Thank you to Jerry Reasner from "Texas Emergency Amateur Communicators"
https://www.teac.net/  for putting together this timeline!



The History of Sending Information

Since recorded history, there has been a need to send messages from one location to another location.
  • Runners

The first marathon commemorated the run of the soldier Pheidippides from a battlefield near the town of Marathon, Greece, to Athens in 490 B.C. According to legend, Pheidippides ran the approximately 25 miles to announce the defeat of the Persians to some anxious Athenians. Not quite in mid-season shape, he delivered the message "Niki!" (Victory!) then keeled over and died.

  • Smoke and Fire Signals
Great wall of China: Due to its length, the Great Wall of China could not have men along every inch of its ramparts at once watching out for the Mongols, Turks, Tungnu, and Xiongnu. Even with nine Zhen (military districts) covering the 4100 mile length between the First and Last Doors under Heaven, the defenders held true to Sun Tzu’s adage “He who defends everything, defends nothing.” To prioritize their defense, the Chinese created a method to alert garrisons where attacks were in progress. This took the form of a firelight defense system within the watch towers. The Great Wall of China was defended with communication - by watchful eyes, a system of signal fires, lights, and flags, and an army of brave, dedicated, observant men who were quick on their feet.

Misuse of the smoke signal is known to have contributed to the fall of the Western Zhou Dynasty in the 8th century BCE. King You of Zhou had a habit of fooling his warlords with false warning beacons in order to amuse Bao Si, his concubine.

The Crusades 1095 AD: the need for communications between outposts was very important.  Bonfires were built on top of castles which were built on top of mountains.  Fires signaled other outposts of incoming invaders.

The North American indigenous peoples also communicated via smoke signal. Each tribe had its own signaling system and understanding. A signaler started a fire on an elevation typically using damp grass, which would cause a column of smoke to rise. The grass would be taken off as it dried and another bundle would be placed on the fire. Reputedly the location of the smoke along the incline conveyed a meaning. If it came from halfway up the hill, this would signify all was well, but from the top of the hill it would signify danger.
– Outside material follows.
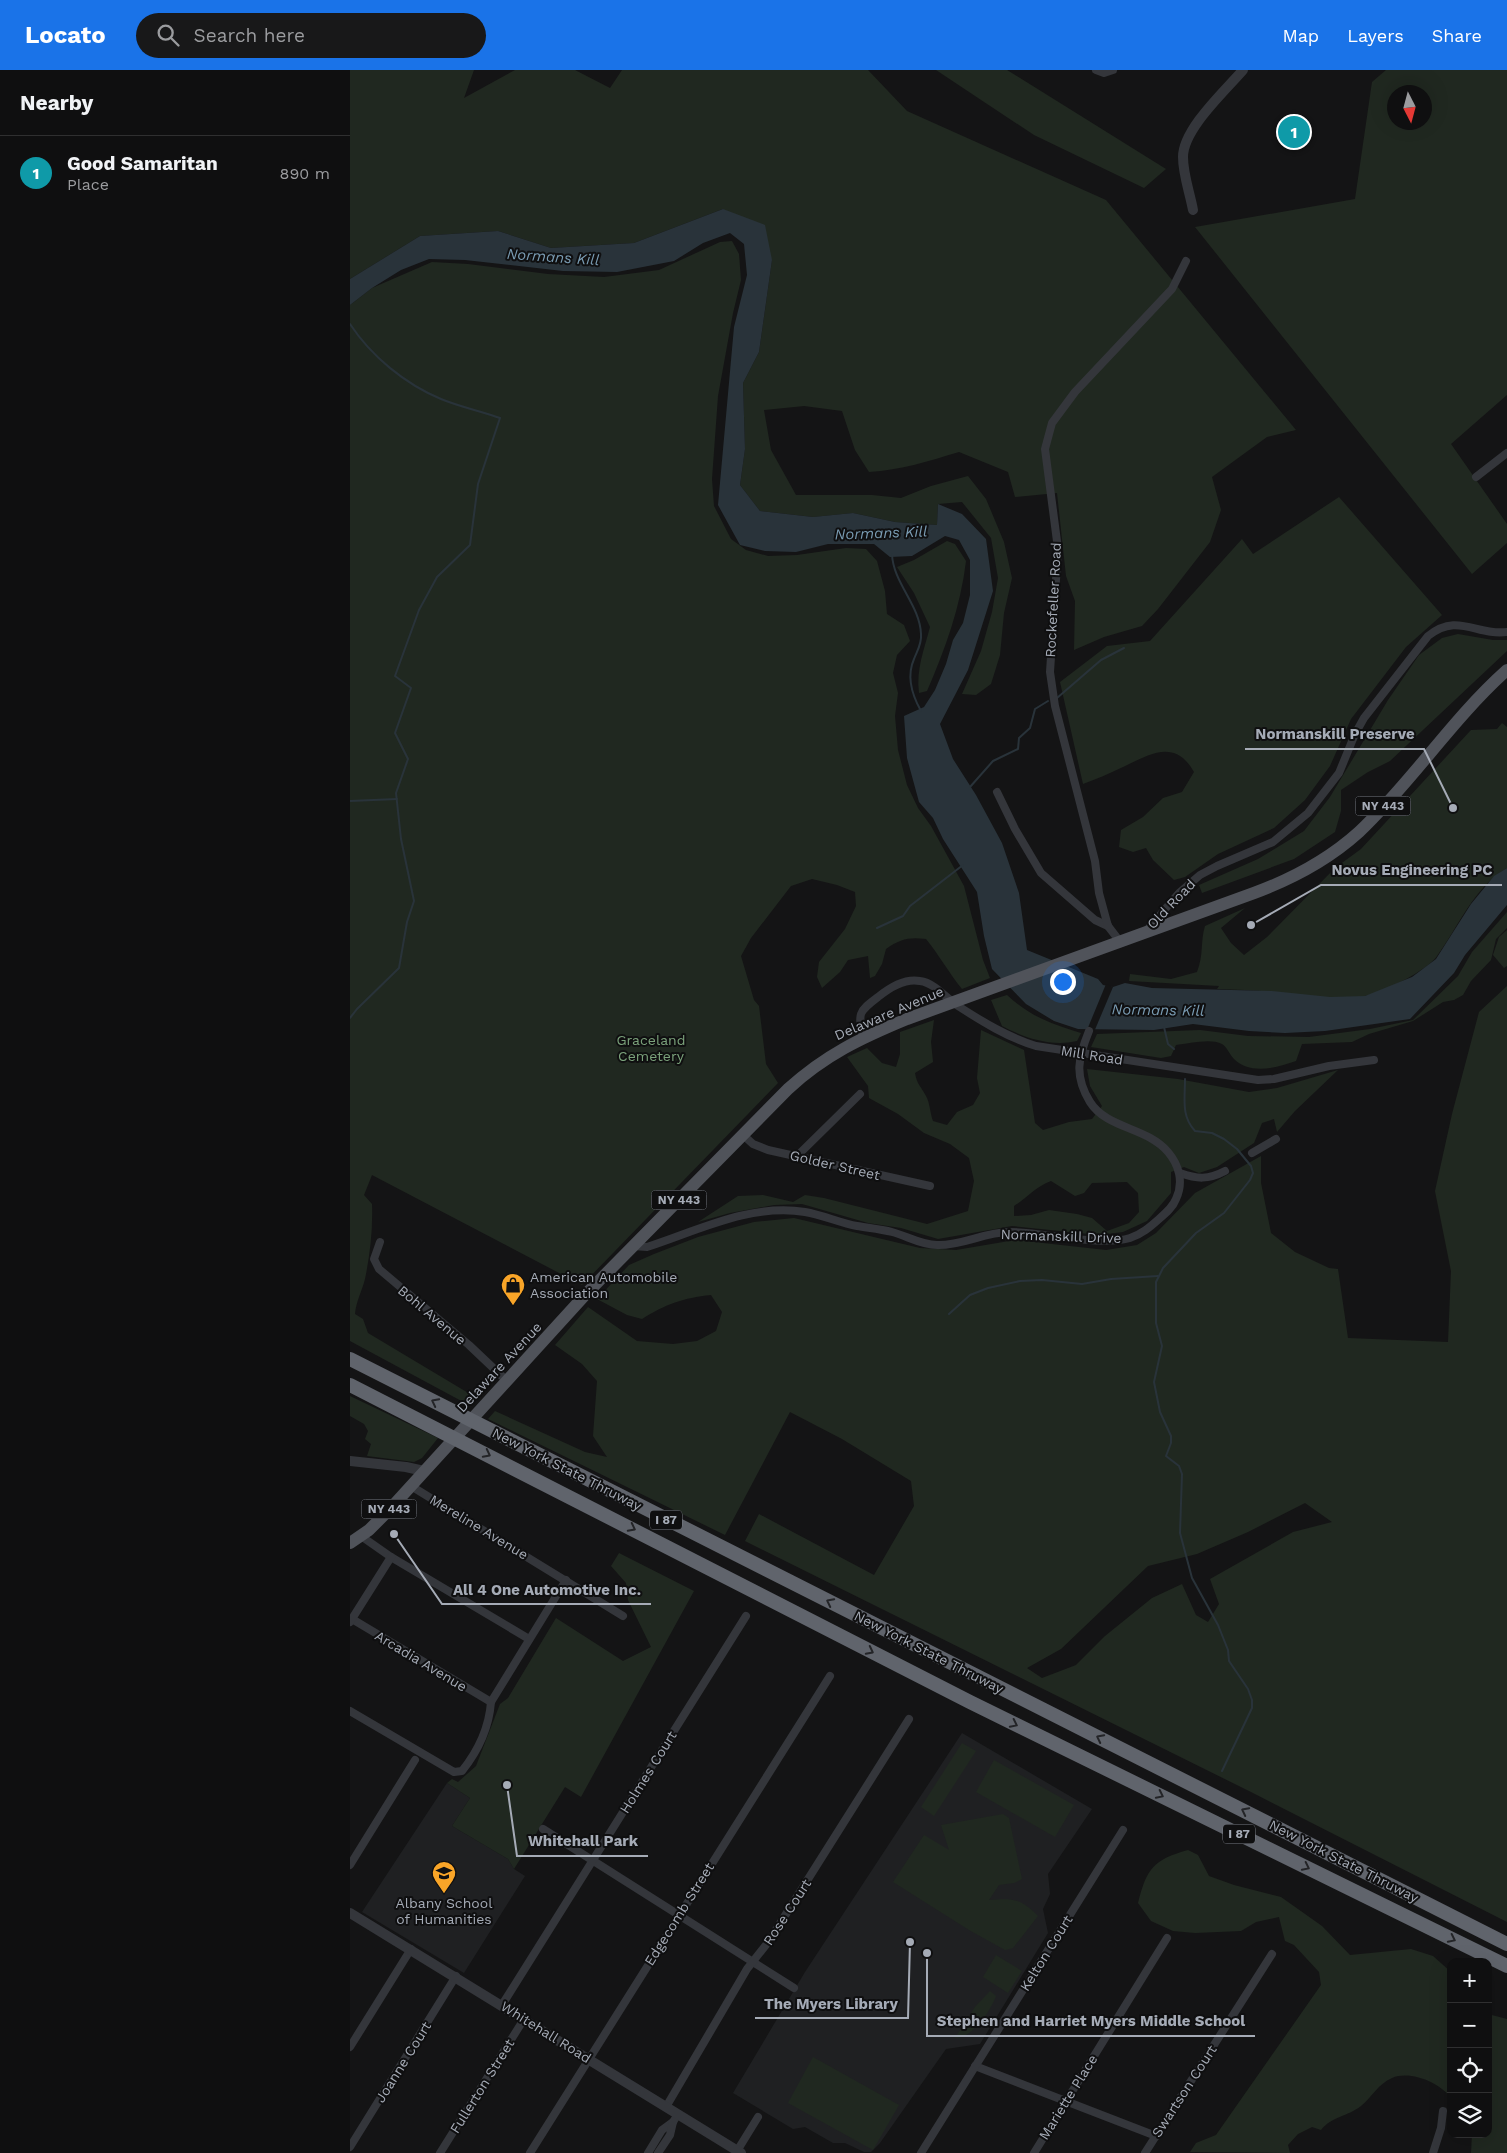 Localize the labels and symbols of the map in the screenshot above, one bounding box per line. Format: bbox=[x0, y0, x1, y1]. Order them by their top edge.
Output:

Smoke signals to indicate the selection of a new Pope 

Military colored smoke grenades used to mark positions.

  • Horse and rider

In the mid-19th century, California-bound mail had to either be taken overland by a 25-day stagecoach or spend months inside a ship during a long sea voyage. The Pony Express, meanwhile, had an average delivery time of just 10 days..

The Information Age

  • Telegraph – the transmission of written words by using Morse Code, one letter at a time over copper wire to send messages.  
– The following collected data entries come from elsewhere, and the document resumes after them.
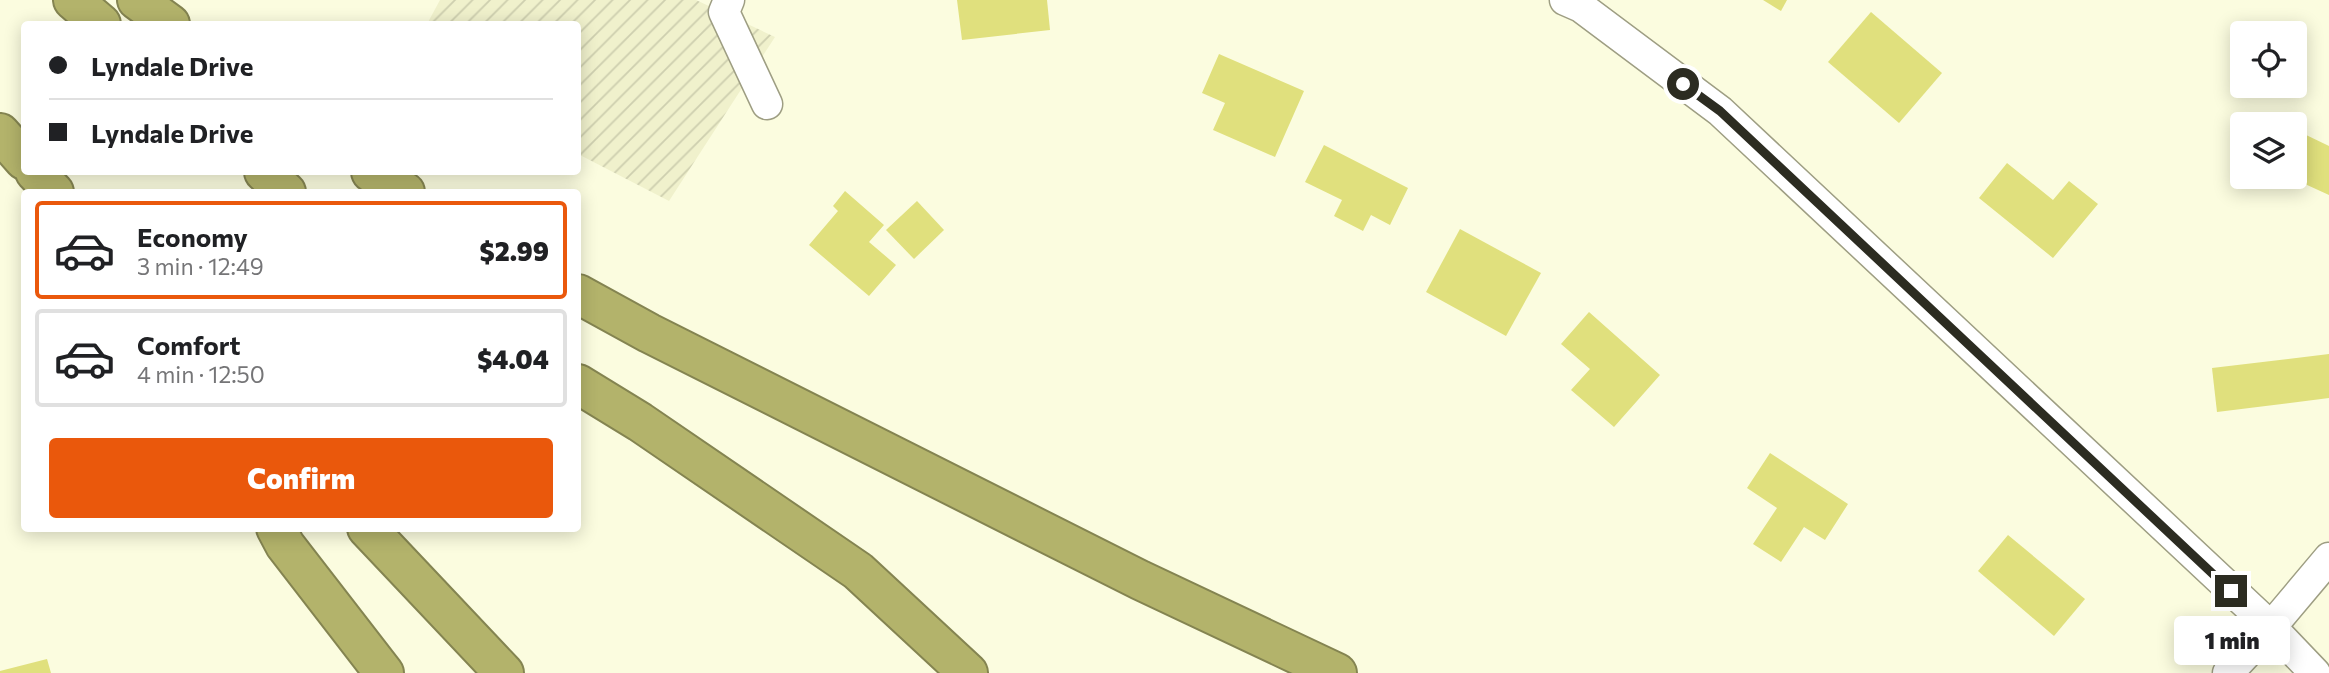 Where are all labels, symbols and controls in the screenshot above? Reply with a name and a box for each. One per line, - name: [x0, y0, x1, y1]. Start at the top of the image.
- map controls: [2230, 21, 2307, 189]
- button: locate: [2230, 21, 2307, 98]
- text: Lyndale Drive: [91, 50, 253, 81]
- route start: [1667, 68, 1699, 100]
- button: layers: [2230, 112, 2307, 189]
- text: Lyndale Drive: [91, 117, 253, 148]
- icon: car: [53, 219, 116, 282]
- text: Economy: [137, 221, 248, 252]
- text: $2.99: [480, 235, 549, 266]
- text: 3 min · 12:49: [137, 252, 264, 280]
- icon: car: [53, 327, 116, 390]
- text: Comfort: [137, 329, 240, 360]
- text: $4.04: [477, 343, 549, 374]
- text: 4 min · 12:50: [137, 360, 265, 388]
- button: Confirm: [49, 438, 553, 518]
- route end: [2215, 575, 2247, 607]
- callout: 1 min: [2173, 616, 2289, 664]
- text: 1 min: [2204, 626, 2260, 654]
 1851: The Morse system was officially adopted as the standard for continental European telegraphy  


Teletype using the Baudot five bit signaling code.



Mores code sent messages one letter at a time with an individual using a telegraph key.  The teletype sent one letter at a time, but did so automatically by typing on a key board.

Telegraph Key &World war II Teletype machine

Information Age Hero's


  • Nikola Tesla – Pioneer in AC Power Distribution, etc.

  • Thomas Edison – Great inventor, light bulb, phonograph, movie camera, etc. 

  • Benjamin Franklin – Lightning Rod, bifocals, franklin stove, glass harmonica, etc.
  • Guglielmo Marconi – Pioneer in long distance radio transmission.

  • Alexander Graham Bell – Invented the first practical telephone.

The First Telephone Call. What were the first words ever spoken on the telephone? They were spoken by Alexander Graham Bell, inventor of the telephone, when he made the first call on March 10, 1876, to his assistant, Thomas Watson: "Mr. Watson--come here--I want to see you."
  • Samuel F. B. Morse – Inventor of the telegraph.


Voice and data networks until the 1950’s and 1960’s. 


  •  Voice and data networks would stay separate networks until the 1950s and 1960s.  
  • Modems were invented which used the same basic telephone lines as voice calls, but with different telephone company interface cards.
  • The term Modem = Modulation – Demodulation 





First Telephones




 

When a patch cord was inserted in a jack,  the operator could use one of the keys on the board to cause a ring signal to go the telephone.  In the beginning, many of the telephone lines were on party lines.  Those are lines with more than one telephone on a line.  The operator would ring short and long rings or a combination of these rings for the person who the call was for.  It was common for someone else on the line to pick their phone up when they heard it ring and listen to the conversation.  And some times put their own “2 cents worth”.










The years since the first modems and telephone lines have brought us to high speed digital lines to our homes and WIFI to our computers.

Data

The advancements in technology that took place from the late 1950s to the present are more than anyone could have ever dreamed would happen.  The technology advances took us from big centralized computers to distributed computing and from slow copper wire distribution systems to high speed systems that utilize both wired and RF distribution system.  Ethernet started out with large cables and transducers and migrated to very fast Gigabyte wired, and wireless WIFI systems.  

Voice


In the world of voice we went from yelling at each other over old crank type telephones to the sophisticated telephones phones of today.   We now have voice calls being sent from a smart phones, digitally through central offices to another smart phone.  In reality,  from your small pocket computer to a another small pocket computer on the distant end, where voice is just an application on your small pocket computer.  Did you notice the phrase, “small pocket computer”?